[Opening Data records section]
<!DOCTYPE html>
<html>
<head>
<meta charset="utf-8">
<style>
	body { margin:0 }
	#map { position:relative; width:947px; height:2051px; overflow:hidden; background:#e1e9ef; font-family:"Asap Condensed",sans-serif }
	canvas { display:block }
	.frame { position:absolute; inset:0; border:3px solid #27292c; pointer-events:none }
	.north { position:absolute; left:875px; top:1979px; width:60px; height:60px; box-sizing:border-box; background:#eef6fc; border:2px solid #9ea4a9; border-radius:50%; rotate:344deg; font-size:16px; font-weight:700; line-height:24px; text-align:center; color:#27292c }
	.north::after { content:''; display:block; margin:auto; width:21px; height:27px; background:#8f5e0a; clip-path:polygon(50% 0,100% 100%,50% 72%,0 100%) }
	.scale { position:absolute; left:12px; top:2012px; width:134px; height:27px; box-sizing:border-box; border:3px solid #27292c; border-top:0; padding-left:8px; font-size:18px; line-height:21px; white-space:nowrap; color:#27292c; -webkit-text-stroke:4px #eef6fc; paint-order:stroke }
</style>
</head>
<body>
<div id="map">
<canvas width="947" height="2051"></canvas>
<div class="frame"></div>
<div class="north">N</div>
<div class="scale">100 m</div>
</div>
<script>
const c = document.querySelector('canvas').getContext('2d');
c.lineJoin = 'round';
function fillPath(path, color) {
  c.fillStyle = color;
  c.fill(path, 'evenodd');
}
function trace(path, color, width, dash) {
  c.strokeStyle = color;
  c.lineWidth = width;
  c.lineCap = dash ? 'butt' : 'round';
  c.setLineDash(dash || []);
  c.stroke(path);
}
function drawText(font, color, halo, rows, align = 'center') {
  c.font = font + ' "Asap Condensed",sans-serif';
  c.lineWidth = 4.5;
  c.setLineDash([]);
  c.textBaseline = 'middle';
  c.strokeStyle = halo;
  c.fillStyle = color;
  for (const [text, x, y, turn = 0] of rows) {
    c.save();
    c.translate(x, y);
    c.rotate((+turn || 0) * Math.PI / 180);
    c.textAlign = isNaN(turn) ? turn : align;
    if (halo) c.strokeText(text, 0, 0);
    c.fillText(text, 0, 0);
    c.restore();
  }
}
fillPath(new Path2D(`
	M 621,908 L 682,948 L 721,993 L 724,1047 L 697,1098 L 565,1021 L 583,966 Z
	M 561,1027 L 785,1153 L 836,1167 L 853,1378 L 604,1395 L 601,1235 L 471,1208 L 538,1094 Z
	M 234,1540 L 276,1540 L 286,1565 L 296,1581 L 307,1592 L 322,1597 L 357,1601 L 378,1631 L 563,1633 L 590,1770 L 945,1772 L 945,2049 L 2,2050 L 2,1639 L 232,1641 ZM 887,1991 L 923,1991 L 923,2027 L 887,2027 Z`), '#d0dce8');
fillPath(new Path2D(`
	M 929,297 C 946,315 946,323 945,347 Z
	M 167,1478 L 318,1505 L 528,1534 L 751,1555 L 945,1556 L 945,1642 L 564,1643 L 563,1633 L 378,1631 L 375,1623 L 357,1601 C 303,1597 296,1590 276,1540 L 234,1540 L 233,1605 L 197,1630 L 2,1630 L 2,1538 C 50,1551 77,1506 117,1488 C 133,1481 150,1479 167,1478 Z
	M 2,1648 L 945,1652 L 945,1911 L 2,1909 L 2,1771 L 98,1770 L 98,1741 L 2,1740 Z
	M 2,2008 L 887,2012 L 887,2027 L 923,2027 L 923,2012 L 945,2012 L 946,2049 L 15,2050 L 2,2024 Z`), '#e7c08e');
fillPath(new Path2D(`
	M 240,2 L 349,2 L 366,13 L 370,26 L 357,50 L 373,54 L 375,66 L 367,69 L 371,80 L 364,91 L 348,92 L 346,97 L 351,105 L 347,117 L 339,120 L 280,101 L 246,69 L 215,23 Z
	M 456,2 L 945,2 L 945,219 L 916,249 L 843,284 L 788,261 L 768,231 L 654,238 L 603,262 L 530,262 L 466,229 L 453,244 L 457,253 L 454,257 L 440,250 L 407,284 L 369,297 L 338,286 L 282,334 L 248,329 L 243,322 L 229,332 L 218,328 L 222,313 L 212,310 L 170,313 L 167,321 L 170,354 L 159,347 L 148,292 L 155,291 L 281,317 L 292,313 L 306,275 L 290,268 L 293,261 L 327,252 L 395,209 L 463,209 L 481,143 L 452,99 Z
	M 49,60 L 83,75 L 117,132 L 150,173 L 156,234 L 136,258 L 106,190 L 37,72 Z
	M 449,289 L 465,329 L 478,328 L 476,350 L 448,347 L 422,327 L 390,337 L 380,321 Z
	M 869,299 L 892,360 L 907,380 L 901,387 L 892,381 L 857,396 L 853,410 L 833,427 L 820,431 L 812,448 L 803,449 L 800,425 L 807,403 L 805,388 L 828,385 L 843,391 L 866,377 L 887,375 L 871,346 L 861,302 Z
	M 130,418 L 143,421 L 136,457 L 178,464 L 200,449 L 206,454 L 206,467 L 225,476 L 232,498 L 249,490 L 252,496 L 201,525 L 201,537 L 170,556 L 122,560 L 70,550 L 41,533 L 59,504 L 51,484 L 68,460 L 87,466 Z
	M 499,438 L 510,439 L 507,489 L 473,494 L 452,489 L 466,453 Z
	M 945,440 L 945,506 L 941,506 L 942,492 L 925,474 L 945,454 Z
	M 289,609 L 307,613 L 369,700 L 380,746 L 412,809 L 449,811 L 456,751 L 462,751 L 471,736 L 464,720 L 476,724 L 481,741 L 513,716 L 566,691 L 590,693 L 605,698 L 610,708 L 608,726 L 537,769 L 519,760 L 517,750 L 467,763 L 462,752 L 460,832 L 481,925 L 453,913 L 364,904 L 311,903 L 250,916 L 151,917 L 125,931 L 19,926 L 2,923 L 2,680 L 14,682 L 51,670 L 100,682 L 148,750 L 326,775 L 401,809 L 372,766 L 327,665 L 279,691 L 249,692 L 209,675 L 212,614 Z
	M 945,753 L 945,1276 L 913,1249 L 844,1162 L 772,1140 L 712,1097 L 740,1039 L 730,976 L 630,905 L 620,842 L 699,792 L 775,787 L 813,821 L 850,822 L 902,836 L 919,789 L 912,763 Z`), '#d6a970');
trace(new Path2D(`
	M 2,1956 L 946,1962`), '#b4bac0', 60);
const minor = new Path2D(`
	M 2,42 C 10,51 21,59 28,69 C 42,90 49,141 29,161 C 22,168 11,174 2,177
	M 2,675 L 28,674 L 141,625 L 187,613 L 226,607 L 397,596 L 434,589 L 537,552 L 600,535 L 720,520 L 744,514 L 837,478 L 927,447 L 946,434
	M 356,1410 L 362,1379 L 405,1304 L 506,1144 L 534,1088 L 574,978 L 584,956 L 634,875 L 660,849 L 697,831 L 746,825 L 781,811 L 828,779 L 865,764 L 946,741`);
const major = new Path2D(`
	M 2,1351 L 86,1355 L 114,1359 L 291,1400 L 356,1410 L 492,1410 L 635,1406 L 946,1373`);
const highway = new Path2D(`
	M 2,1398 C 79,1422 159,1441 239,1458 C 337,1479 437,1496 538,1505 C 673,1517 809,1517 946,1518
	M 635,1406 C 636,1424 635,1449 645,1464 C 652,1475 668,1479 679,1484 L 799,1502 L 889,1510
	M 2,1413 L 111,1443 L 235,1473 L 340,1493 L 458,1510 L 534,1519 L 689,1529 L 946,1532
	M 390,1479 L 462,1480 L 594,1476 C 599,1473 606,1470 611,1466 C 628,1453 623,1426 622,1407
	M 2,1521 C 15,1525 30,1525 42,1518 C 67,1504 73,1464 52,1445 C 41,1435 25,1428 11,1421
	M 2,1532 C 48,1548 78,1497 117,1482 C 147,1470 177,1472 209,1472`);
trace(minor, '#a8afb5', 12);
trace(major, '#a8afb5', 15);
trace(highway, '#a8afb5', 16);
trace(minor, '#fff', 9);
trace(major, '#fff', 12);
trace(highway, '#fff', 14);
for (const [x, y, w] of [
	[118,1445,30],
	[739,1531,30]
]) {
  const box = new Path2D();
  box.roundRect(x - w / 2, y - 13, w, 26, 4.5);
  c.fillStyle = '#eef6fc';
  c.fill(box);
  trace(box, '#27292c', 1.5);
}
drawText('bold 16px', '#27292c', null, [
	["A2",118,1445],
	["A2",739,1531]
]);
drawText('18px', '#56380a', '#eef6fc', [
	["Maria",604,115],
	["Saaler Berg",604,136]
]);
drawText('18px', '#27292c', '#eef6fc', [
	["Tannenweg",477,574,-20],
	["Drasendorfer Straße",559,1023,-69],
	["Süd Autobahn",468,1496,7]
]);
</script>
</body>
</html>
[Closing Data records section]
[Opening Data records section]
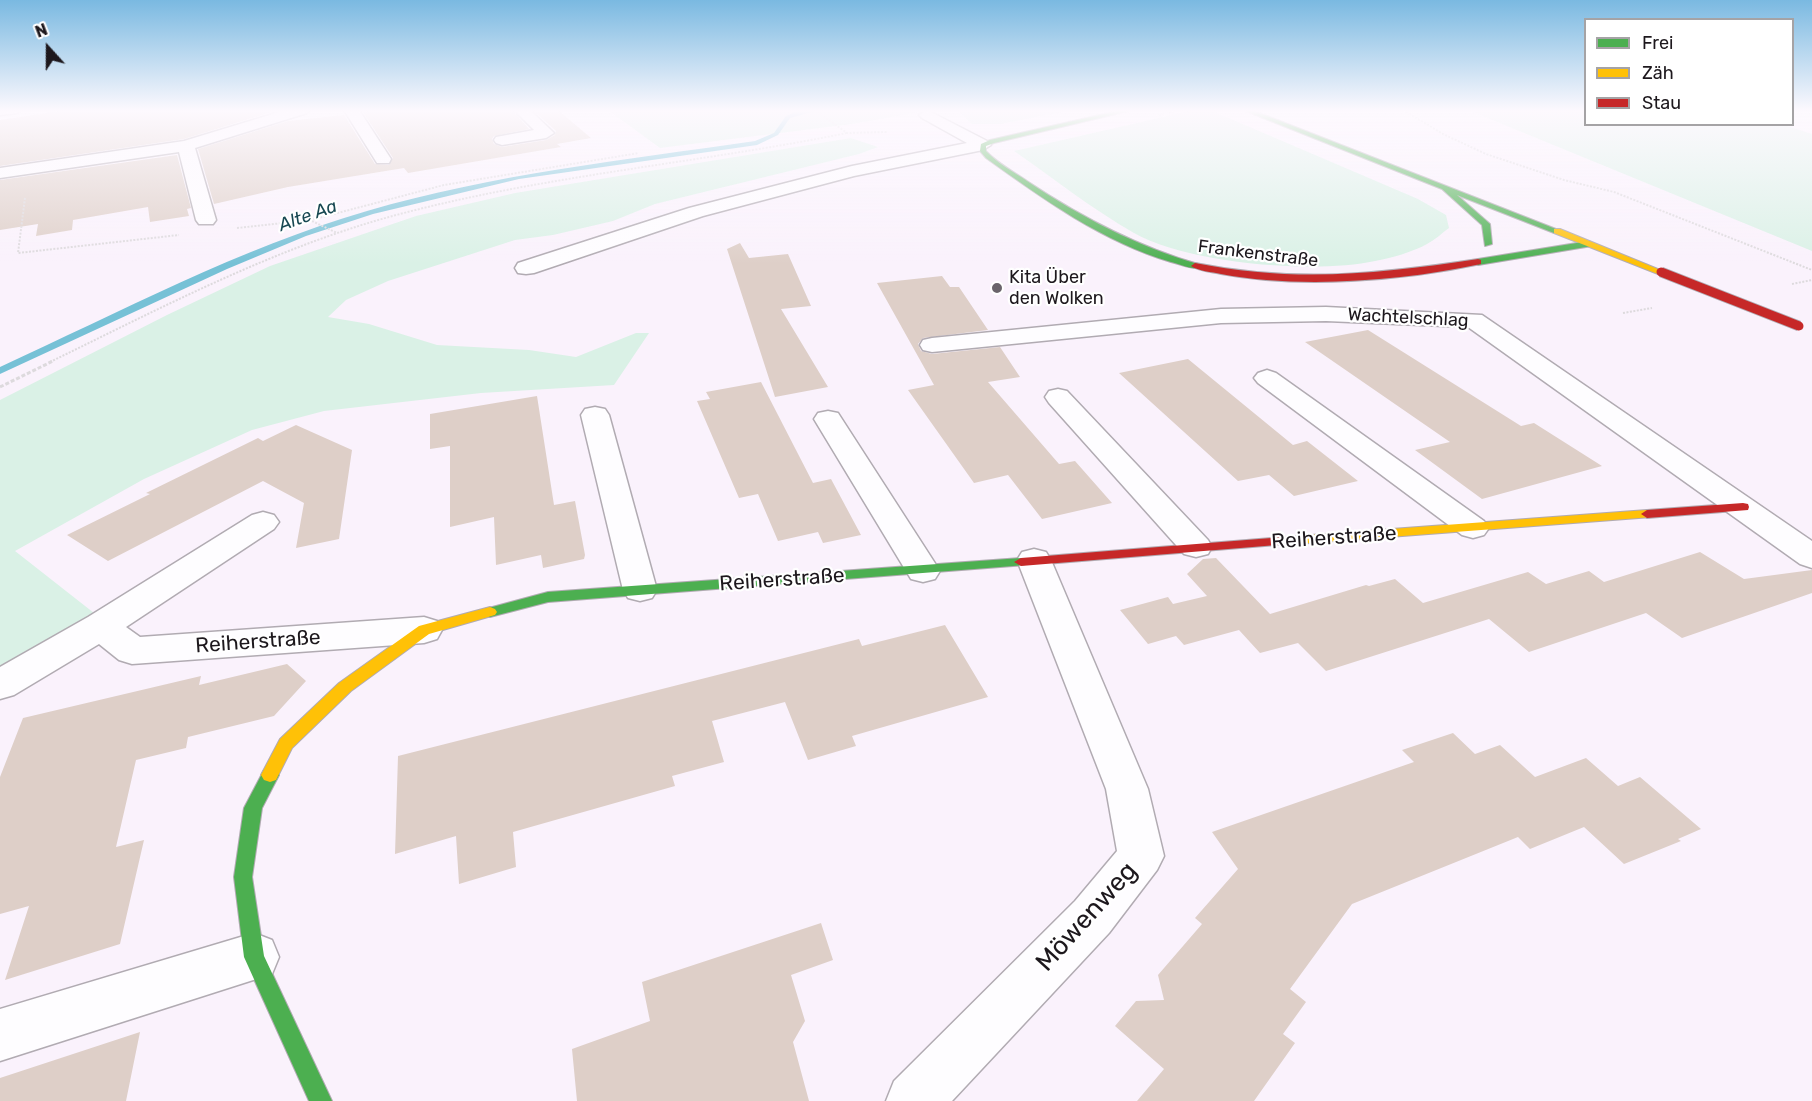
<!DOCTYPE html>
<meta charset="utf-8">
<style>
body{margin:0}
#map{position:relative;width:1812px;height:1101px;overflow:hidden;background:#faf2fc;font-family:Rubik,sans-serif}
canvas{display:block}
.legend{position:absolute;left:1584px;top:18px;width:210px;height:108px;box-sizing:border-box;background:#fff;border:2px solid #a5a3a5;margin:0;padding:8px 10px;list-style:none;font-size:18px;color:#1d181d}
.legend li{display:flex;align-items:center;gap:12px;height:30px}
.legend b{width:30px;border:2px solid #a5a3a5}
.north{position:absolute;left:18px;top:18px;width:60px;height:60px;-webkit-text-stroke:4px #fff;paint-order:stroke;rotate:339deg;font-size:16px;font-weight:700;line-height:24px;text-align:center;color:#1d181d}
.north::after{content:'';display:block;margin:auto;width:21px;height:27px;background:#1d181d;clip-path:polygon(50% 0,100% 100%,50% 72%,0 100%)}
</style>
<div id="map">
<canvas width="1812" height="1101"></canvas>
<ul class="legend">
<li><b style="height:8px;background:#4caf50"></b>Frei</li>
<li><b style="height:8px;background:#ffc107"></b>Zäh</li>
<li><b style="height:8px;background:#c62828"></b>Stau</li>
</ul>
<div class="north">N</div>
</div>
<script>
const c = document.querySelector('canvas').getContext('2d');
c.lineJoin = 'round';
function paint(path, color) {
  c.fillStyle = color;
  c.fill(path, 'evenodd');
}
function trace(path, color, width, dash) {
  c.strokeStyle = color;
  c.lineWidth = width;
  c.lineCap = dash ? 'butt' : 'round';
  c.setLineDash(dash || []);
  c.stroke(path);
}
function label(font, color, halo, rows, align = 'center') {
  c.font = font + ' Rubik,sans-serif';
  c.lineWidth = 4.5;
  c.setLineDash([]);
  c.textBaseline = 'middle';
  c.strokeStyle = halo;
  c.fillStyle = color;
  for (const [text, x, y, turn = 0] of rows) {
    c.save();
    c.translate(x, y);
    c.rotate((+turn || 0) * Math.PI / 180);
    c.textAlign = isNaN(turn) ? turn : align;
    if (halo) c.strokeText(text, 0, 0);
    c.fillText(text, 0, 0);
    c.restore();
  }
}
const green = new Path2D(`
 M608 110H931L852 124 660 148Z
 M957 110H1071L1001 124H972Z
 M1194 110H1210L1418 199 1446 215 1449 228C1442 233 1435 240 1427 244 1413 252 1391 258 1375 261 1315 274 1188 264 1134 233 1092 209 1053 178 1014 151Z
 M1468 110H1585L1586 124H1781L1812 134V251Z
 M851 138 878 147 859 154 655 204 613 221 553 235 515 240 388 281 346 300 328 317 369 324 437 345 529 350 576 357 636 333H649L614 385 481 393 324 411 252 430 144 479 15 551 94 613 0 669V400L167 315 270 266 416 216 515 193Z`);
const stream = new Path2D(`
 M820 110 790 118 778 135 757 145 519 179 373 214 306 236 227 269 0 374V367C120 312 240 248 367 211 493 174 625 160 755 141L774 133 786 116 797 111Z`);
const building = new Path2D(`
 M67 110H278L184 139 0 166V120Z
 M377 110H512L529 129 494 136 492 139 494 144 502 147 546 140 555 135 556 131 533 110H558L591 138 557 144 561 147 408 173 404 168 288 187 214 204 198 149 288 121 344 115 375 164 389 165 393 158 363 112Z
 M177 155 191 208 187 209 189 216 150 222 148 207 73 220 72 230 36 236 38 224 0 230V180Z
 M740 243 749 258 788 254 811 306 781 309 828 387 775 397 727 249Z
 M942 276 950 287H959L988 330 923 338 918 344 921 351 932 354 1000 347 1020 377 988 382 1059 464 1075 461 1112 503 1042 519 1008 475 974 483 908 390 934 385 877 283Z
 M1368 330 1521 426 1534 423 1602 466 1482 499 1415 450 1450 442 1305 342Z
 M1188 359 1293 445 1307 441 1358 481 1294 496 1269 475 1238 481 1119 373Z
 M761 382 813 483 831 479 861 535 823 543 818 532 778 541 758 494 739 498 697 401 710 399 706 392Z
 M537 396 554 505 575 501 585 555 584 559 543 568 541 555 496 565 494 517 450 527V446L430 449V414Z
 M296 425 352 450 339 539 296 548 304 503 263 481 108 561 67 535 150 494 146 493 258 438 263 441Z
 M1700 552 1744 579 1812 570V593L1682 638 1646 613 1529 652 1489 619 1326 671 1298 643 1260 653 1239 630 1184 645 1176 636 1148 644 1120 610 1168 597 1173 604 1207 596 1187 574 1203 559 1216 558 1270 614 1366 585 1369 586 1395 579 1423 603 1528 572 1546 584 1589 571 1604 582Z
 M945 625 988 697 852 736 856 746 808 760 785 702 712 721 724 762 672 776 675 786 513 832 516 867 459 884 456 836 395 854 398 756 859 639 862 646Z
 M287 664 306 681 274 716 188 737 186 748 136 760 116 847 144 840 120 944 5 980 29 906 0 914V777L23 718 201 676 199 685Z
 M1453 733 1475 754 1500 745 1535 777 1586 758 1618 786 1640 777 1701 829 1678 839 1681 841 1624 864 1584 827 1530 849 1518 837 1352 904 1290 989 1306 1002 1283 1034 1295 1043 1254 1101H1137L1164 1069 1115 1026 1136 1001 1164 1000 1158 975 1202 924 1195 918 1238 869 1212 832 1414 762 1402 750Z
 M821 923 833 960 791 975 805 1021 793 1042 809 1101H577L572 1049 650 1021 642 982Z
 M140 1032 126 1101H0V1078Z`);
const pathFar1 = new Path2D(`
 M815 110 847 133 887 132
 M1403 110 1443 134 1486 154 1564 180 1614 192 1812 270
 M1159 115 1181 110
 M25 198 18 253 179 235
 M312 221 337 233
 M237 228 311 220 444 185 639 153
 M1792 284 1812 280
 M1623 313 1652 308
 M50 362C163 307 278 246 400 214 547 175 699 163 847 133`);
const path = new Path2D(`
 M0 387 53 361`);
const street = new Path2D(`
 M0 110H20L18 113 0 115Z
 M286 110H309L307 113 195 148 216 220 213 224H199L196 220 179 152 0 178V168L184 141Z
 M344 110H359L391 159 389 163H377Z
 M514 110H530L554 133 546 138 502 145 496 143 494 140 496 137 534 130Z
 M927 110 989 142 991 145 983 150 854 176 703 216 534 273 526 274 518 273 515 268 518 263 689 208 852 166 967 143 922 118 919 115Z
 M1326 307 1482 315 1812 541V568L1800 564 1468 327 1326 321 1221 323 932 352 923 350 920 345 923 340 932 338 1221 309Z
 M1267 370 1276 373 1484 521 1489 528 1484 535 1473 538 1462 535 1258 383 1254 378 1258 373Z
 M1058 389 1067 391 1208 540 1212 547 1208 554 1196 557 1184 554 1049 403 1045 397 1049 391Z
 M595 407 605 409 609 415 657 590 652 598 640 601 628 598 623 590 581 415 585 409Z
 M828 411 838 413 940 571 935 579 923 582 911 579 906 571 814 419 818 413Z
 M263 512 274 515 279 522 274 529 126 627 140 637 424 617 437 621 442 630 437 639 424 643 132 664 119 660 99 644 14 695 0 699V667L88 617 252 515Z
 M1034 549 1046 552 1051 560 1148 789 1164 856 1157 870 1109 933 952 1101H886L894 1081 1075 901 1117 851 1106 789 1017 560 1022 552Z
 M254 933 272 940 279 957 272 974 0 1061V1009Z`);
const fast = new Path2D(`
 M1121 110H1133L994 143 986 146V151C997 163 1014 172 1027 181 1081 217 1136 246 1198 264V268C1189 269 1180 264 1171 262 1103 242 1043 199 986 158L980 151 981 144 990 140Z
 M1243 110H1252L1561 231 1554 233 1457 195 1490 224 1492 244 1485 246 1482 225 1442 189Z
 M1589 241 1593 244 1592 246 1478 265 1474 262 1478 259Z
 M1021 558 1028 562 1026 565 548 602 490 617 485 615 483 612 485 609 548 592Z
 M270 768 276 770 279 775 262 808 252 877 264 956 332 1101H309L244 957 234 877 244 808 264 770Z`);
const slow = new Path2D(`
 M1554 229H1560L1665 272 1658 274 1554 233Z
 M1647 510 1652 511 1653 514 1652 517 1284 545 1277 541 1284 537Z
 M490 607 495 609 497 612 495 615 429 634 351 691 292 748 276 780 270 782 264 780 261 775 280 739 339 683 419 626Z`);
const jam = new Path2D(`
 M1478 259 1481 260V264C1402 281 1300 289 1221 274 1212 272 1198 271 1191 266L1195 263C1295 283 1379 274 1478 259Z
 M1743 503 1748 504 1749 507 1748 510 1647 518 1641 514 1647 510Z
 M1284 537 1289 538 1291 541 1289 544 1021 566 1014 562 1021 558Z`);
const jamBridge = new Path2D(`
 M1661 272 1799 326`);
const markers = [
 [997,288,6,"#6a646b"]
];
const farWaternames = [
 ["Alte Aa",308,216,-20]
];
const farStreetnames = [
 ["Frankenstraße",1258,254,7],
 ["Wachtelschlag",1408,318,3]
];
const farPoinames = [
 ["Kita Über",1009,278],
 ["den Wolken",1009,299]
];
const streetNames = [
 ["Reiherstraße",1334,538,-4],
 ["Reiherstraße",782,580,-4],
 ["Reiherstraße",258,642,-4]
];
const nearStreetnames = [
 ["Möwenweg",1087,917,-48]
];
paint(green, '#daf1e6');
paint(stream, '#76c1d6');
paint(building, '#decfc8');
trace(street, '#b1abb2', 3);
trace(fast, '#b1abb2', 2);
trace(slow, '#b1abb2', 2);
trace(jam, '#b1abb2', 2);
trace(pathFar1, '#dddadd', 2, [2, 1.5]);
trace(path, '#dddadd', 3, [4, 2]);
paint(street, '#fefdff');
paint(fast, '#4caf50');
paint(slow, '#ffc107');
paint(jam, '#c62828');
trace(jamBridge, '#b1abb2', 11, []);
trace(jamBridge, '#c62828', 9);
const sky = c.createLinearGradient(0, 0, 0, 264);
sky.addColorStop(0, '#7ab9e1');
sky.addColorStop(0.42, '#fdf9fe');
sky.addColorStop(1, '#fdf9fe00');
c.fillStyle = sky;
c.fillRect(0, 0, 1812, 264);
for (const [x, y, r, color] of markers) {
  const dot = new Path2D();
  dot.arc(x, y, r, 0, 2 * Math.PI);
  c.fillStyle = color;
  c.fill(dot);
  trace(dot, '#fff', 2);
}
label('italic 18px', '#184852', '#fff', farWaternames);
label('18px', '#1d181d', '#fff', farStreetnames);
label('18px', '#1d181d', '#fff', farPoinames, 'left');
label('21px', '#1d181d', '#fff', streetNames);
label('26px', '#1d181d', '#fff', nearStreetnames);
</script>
[Closing Data records section]
» What the task requires: From the data above, output exactly the lines between the one containing "M 2,1532 C 48,1548" and the one containing "trace(box, '#27292c', 1.5);", counting both of them.

» Response to this exercise:
	M 2,1532 C 48,1548 78,1497 117,1482 C 147,1470 177,1472 209,1472`);
trace(minor, '#a8afb5', 12);
trace(major, '#a8afb5', 15);
trace(highway, '#a8afb5', 16);
trace(minor, '#fff', 9);
trace(major, '#fff', 12);
trace(highway, '#fff', 14);
for (const [x, y, w] of [
	[118,1445,30],
	[739,1531,30]
]) {
  const box = new Path2D();
  box.roundRect(x - w / 2, y - 13, w, 26, 4.5);
  c.fillStyle = '#eef6fc';
  c.fill(box);
  trace(box, '#27292c', 1.5);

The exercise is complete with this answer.